[ASSIGNMENT] Which lines in the data below contain the word "start"? Copy each of them.

[RECORDS SHOWN]

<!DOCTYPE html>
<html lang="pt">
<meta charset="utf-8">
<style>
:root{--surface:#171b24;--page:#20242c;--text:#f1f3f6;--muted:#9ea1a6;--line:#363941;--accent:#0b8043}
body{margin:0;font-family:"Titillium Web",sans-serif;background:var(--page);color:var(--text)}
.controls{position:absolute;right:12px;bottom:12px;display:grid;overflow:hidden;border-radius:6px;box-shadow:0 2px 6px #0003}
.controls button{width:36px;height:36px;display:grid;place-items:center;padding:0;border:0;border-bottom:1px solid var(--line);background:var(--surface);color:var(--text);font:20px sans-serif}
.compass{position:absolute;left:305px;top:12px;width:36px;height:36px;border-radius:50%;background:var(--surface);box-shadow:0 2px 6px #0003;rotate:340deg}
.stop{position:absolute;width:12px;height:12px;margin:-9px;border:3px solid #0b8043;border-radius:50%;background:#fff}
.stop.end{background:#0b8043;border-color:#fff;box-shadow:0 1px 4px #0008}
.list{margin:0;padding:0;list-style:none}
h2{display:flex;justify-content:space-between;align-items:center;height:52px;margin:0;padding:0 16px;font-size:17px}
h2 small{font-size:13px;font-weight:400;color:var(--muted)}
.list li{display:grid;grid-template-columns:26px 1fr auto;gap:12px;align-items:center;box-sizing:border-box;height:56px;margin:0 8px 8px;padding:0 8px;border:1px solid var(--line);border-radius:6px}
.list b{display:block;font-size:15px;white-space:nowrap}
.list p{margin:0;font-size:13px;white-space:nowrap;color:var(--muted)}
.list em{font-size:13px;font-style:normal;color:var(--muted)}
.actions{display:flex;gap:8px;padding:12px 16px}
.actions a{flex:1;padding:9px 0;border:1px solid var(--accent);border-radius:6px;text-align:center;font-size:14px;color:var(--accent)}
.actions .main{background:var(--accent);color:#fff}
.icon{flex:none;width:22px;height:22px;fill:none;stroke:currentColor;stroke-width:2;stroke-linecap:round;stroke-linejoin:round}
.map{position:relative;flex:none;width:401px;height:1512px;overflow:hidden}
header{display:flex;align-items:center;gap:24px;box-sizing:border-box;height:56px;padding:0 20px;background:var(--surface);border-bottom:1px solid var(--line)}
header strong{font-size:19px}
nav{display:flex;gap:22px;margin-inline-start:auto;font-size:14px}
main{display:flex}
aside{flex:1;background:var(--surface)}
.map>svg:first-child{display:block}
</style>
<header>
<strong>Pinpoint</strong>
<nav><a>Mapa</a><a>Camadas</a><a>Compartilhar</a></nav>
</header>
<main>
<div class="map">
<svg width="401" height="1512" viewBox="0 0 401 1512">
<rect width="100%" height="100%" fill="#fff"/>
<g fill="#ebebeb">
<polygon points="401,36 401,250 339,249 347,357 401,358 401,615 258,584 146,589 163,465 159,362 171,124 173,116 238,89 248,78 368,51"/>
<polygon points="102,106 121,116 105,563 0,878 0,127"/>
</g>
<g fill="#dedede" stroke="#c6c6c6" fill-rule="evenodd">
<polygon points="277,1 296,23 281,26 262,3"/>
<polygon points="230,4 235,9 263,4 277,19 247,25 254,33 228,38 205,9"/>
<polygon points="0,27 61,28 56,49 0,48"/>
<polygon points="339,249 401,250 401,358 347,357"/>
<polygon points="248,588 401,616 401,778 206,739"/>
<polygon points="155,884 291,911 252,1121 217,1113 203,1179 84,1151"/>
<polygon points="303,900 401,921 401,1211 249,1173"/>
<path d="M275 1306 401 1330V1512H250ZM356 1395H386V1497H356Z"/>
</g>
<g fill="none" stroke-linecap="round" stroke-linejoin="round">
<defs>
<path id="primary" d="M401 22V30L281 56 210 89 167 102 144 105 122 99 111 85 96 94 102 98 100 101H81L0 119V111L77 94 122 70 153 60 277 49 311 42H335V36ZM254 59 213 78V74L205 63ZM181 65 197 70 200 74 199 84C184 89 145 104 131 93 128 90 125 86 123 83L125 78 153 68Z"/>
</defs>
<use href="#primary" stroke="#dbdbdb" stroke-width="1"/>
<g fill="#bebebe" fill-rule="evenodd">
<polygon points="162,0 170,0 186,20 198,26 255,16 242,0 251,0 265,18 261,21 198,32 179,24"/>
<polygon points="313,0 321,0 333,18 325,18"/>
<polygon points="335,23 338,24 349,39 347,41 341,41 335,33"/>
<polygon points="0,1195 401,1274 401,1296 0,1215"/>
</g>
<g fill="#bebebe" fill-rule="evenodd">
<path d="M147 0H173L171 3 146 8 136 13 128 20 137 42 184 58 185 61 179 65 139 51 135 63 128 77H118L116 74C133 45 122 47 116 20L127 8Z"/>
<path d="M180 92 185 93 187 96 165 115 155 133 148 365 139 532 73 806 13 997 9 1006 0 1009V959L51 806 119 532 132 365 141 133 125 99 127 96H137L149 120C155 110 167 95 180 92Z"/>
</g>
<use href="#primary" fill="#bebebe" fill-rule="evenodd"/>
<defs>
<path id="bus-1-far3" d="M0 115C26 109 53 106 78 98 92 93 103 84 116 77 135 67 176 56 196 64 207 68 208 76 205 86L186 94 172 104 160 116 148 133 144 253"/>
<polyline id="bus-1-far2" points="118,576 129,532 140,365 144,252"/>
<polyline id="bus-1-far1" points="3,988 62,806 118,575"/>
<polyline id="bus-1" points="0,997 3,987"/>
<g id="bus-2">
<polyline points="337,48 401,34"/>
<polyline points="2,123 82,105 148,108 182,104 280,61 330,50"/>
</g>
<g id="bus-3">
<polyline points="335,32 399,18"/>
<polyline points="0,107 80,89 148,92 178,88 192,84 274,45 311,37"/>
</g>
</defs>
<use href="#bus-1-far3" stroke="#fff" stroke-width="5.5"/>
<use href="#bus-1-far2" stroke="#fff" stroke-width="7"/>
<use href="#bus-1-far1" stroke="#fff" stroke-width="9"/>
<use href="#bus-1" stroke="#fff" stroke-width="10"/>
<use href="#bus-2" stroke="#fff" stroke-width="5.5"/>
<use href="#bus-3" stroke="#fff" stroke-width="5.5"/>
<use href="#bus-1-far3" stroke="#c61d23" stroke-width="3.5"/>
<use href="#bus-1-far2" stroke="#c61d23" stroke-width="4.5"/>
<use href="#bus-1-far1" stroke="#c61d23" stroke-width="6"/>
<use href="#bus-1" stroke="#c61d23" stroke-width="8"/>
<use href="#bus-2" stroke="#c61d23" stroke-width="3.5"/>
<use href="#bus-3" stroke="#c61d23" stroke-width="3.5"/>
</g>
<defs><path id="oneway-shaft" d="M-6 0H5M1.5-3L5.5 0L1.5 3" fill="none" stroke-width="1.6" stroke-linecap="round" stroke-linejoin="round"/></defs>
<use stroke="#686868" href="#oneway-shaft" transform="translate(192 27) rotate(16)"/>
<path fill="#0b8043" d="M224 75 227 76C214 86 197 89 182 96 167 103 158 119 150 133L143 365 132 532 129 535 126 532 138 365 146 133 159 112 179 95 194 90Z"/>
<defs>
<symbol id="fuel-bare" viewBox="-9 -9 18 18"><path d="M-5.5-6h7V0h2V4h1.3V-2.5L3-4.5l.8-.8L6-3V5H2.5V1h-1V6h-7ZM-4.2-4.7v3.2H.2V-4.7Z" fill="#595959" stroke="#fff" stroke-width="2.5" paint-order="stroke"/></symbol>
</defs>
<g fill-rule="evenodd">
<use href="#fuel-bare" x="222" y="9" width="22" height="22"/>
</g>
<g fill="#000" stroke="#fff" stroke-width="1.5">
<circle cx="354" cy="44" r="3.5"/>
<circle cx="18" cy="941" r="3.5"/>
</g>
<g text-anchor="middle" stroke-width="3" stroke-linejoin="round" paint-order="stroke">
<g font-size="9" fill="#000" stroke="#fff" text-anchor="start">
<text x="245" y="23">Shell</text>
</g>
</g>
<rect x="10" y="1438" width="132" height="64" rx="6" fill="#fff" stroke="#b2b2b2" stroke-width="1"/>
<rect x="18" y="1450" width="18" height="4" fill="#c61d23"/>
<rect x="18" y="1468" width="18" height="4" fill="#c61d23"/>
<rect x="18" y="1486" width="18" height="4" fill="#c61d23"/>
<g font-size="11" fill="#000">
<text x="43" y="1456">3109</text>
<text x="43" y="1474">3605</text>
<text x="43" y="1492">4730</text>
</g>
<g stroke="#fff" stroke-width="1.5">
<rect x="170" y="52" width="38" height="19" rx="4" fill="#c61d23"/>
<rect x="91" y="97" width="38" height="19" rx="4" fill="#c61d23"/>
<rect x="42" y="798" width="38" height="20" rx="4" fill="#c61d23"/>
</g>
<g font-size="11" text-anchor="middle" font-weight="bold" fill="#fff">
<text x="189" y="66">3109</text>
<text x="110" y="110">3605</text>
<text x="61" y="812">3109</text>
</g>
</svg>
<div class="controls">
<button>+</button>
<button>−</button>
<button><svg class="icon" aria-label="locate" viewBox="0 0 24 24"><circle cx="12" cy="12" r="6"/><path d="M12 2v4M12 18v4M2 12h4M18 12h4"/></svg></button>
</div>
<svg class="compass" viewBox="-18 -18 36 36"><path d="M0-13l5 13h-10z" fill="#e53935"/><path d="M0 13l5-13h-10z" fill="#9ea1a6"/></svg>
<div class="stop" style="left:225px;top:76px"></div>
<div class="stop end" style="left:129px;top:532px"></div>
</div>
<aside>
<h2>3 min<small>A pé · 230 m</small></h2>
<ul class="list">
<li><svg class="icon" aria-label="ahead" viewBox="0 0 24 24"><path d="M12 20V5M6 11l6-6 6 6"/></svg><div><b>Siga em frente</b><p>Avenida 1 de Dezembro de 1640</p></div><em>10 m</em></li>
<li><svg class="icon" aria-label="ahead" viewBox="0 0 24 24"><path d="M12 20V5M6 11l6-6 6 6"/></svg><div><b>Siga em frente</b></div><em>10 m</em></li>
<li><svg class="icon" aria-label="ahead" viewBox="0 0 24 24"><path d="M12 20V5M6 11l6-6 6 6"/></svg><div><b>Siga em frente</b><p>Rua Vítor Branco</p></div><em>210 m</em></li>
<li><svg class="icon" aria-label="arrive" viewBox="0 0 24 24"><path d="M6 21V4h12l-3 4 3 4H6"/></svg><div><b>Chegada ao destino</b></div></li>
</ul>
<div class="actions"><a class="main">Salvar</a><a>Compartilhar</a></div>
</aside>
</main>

--

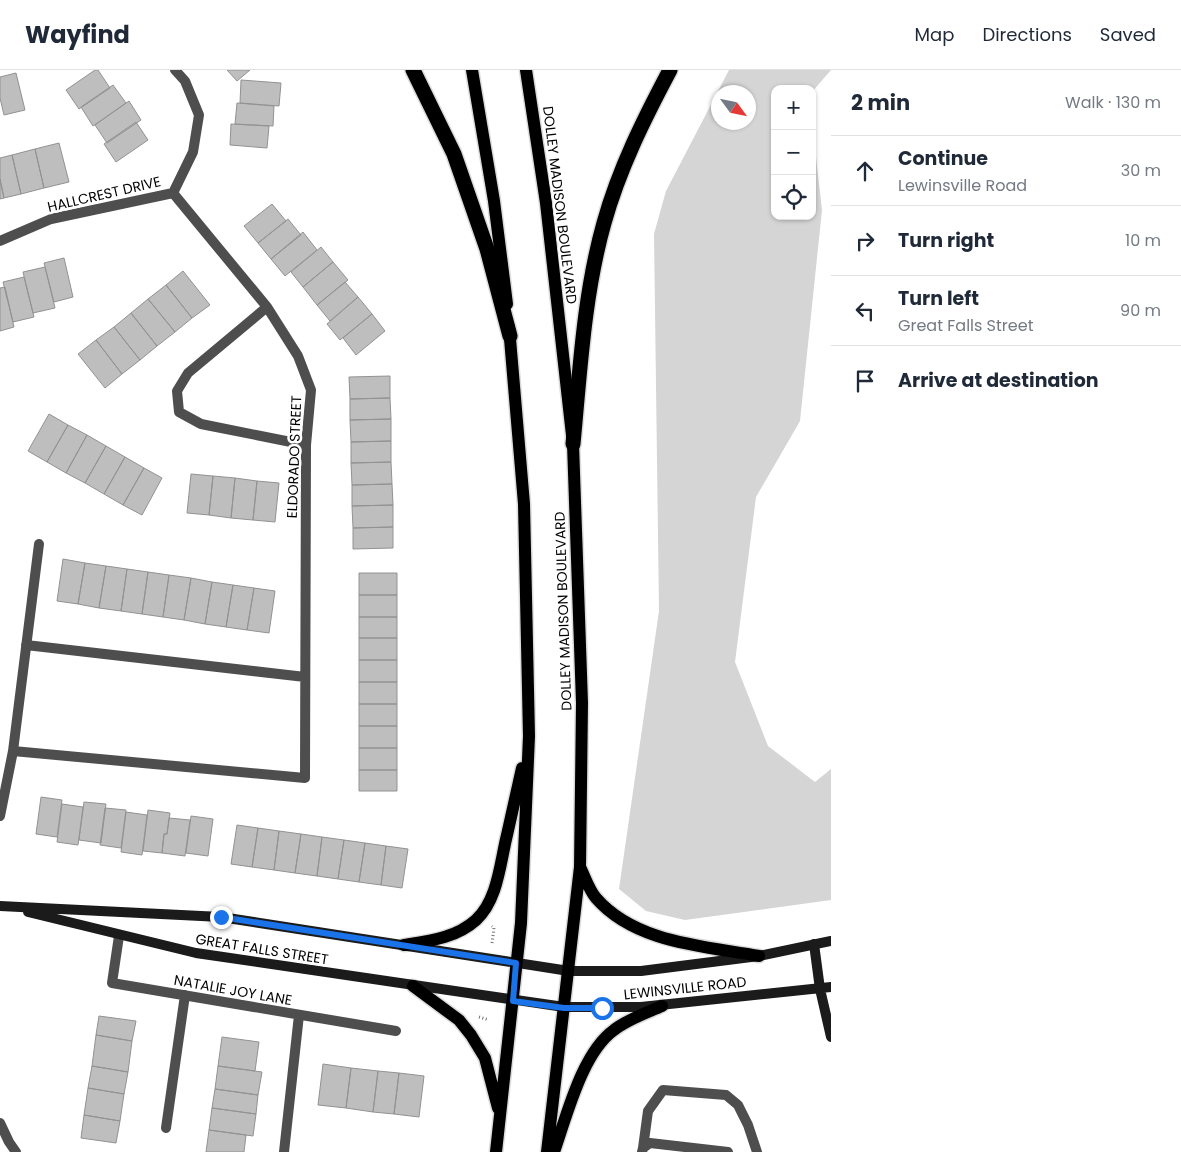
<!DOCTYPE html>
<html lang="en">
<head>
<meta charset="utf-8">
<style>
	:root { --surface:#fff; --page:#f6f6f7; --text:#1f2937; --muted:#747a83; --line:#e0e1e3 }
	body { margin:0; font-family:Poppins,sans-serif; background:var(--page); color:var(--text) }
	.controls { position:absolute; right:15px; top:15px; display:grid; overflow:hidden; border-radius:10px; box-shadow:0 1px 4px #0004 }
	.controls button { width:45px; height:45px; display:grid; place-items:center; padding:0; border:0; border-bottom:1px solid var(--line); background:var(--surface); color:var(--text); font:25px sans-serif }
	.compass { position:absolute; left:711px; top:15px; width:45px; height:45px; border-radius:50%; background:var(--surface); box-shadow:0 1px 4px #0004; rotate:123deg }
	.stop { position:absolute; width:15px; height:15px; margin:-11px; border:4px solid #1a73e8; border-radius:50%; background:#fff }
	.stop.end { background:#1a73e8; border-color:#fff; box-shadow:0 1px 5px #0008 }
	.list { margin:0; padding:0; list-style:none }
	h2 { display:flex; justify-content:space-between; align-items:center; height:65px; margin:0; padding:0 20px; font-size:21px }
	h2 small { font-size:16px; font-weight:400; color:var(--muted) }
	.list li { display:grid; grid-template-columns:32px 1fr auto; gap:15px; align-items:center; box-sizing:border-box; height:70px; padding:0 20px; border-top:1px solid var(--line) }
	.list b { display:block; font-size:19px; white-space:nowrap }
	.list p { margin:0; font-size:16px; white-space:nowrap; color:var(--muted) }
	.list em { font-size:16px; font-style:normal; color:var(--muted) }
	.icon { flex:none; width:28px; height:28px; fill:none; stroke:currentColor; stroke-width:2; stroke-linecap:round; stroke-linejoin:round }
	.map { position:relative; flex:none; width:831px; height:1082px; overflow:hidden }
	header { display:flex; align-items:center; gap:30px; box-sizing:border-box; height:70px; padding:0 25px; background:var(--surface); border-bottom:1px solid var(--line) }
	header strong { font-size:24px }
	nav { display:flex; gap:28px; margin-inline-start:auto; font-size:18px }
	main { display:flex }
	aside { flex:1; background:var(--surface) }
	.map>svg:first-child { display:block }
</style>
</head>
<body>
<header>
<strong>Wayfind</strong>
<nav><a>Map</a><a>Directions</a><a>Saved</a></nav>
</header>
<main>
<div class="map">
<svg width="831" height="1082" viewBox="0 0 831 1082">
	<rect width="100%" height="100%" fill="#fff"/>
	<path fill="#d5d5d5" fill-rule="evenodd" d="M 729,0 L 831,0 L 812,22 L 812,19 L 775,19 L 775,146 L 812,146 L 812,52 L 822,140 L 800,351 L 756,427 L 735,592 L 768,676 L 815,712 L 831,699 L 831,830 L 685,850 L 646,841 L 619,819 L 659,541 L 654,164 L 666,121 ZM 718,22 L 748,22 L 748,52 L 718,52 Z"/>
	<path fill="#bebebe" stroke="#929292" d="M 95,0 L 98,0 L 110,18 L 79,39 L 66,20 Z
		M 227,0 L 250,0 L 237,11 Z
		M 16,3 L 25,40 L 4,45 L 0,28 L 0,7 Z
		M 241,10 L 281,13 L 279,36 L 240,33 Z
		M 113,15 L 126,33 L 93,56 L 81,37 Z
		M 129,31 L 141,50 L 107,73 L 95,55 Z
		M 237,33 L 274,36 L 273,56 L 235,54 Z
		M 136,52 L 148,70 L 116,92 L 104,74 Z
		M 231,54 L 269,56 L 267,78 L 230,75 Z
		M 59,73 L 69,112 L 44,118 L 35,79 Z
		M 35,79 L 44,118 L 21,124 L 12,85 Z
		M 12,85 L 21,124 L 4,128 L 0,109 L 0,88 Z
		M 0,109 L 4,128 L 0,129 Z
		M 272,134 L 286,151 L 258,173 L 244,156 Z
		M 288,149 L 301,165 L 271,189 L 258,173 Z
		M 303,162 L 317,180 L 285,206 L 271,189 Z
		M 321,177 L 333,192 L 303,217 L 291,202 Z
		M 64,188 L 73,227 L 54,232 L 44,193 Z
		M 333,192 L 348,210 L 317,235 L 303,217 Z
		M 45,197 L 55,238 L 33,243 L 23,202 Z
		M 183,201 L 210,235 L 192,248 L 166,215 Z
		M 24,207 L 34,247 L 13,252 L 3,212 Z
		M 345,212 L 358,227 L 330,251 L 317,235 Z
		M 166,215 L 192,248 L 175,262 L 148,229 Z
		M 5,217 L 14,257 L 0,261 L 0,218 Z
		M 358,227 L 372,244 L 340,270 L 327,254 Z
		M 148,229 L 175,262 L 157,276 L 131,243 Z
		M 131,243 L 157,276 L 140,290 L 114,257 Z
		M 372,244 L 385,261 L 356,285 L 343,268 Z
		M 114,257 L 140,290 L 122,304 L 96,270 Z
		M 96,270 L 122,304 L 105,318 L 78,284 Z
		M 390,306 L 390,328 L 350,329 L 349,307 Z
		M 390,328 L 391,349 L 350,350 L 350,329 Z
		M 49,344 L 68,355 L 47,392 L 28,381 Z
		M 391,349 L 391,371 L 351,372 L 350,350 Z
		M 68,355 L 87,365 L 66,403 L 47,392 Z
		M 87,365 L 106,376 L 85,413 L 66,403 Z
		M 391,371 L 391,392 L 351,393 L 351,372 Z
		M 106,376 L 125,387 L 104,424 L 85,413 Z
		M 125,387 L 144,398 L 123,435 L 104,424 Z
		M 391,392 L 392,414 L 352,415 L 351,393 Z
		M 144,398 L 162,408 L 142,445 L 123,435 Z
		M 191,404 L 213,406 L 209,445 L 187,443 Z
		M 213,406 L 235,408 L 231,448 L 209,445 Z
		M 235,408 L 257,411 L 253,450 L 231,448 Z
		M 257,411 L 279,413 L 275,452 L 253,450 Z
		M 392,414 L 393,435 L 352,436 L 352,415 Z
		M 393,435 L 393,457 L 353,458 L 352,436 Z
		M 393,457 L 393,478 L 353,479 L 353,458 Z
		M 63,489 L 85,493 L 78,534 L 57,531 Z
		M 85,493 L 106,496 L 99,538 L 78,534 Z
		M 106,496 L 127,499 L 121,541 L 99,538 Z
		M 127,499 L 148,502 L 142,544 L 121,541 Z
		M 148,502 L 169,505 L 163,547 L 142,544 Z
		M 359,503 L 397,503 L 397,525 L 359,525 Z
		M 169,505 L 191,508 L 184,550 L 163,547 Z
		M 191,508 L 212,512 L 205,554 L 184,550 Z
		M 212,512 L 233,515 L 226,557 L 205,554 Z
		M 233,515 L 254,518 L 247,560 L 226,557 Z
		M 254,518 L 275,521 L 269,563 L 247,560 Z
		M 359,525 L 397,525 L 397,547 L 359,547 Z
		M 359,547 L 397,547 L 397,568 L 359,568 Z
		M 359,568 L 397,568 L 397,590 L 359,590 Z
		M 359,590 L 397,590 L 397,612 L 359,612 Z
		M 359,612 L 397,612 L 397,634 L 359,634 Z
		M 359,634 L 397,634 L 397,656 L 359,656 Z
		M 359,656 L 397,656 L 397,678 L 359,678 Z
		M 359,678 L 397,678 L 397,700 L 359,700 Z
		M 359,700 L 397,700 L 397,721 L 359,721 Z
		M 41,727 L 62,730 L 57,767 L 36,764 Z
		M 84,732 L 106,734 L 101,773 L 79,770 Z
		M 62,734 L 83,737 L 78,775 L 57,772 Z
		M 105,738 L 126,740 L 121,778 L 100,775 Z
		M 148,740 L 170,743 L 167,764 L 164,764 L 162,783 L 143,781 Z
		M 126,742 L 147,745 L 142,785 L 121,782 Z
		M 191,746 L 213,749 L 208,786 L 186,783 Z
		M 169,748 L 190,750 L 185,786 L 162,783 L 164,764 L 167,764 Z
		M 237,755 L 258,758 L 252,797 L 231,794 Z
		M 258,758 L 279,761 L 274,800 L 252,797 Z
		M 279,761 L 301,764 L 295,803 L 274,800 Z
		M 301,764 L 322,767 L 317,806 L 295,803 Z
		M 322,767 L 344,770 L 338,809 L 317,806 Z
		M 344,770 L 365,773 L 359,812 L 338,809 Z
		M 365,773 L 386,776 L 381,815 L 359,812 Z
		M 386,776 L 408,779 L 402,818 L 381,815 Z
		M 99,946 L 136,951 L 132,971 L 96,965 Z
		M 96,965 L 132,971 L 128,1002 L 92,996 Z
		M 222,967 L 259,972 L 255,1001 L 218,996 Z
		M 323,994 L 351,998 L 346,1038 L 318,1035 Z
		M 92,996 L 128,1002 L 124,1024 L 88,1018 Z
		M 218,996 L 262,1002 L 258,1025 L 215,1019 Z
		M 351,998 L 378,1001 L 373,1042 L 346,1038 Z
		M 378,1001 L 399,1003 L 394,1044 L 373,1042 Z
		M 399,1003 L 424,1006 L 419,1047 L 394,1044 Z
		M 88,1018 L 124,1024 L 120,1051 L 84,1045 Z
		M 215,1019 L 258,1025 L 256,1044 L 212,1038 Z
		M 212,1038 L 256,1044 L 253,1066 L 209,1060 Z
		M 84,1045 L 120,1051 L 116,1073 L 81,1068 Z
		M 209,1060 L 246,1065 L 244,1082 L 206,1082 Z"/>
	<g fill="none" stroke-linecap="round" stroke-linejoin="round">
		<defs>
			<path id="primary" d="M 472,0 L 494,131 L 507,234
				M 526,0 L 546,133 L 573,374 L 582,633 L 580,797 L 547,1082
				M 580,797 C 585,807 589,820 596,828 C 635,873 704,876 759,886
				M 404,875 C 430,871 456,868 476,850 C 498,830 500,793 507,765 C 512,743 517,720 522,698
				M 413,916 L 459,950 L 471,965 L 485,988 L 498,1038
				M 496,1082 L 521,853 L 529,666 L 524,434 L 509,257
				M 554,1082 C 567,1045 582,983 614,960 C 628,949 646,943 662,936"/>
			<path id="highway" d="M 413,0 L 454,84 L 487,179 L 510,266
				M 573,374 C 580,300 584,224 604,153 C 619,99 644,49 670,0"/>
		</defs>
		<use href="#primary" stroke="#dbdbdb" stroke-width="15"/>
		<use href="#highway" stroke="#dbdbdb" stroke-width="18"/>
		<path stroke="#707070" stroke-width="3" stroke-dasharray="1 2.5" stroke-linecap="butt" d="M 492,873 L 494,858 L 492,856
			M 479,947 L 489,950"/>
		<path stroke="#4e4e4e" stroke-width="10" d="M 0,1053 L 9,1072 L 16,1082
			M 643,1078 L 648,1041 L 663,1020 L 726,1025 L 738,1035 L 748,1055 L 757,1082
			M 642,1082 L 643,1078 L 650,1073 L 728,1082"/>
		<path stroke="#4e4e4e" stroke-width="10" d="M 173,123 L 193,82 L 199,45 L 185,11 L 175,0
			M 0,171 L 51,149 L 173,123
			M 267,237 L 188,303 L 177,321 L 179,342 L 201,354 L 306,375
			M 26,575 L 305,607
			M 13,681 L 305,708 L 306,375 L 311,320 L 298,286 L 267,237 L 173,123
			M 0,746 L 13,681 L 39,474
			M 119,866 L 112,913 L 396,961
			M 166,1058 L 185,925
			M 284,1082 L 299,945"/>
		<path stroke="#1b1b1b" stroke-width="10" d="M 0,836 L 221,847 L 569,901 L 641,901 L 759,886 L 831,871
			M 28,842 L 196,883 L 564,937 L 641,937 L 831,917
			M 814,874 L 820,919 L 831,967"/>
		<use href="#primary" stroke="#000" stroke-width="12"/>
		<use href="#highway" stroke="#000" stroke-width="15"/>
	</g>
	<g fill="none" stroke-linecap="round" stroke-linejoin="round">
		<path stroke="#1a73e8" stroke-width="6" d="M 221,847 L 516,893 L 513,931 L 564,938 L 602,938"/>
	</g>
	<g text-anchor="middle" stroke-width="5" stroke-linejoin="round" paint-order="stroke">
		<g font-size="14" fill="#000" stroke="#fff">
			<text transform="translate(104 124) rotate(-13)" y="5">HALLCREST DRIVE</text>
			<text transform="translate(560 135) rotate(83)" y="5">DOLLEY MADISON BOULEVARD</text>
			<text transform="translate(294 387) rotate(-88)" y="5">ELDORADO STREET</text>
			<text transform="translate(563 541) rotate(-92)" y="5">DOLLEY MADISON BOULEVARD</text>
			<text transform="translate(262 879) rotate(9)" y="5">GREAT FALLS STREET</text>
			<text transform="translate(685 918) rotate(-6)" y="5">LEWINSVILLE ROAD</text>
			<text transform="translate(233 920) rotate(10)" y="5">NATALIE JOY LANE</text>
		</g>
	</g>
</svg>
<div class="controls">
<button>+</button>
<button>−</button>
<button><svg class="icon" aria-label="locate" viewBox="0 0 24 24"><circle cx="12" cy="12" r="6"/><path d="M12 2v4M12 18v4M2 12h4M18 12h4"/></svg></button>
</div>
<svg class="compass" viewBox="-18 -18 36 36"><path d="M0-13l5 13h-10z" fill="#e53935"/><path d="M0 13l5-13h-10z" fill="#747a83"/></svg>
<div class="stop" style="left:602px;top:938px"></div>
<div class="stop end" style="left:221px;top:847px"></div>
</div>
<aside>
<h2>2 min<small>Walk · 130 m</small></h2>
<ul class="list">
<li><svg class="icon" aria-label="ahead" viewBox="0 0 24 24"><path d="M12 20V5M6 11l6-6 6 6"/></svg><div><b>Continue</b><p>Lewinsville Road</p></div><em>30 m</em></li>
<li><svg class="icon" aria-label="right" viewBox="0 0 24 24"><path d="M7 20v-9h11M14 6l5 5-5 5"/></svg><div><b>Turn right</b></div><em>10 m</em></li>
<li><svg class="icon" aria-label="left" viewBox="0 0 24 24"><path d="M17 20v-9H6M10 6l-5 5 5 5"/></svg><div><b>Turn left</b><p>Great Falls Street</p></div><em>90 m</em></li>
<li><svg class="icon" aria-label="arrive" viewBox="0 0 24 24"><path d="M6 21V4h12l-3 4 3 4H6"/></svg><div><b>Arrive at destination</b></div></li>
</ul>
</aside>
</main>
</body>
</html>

[FINAL ANSWER]
nav{display:flex;gap:22px;margin-inline-start:auto;font-size:14px}
<g font-size="9" fill="#000" stroke="#fff" text-anchor="start">
	nav { display:flex; gap:28px; margin-inline-start:auto; font-size:18px }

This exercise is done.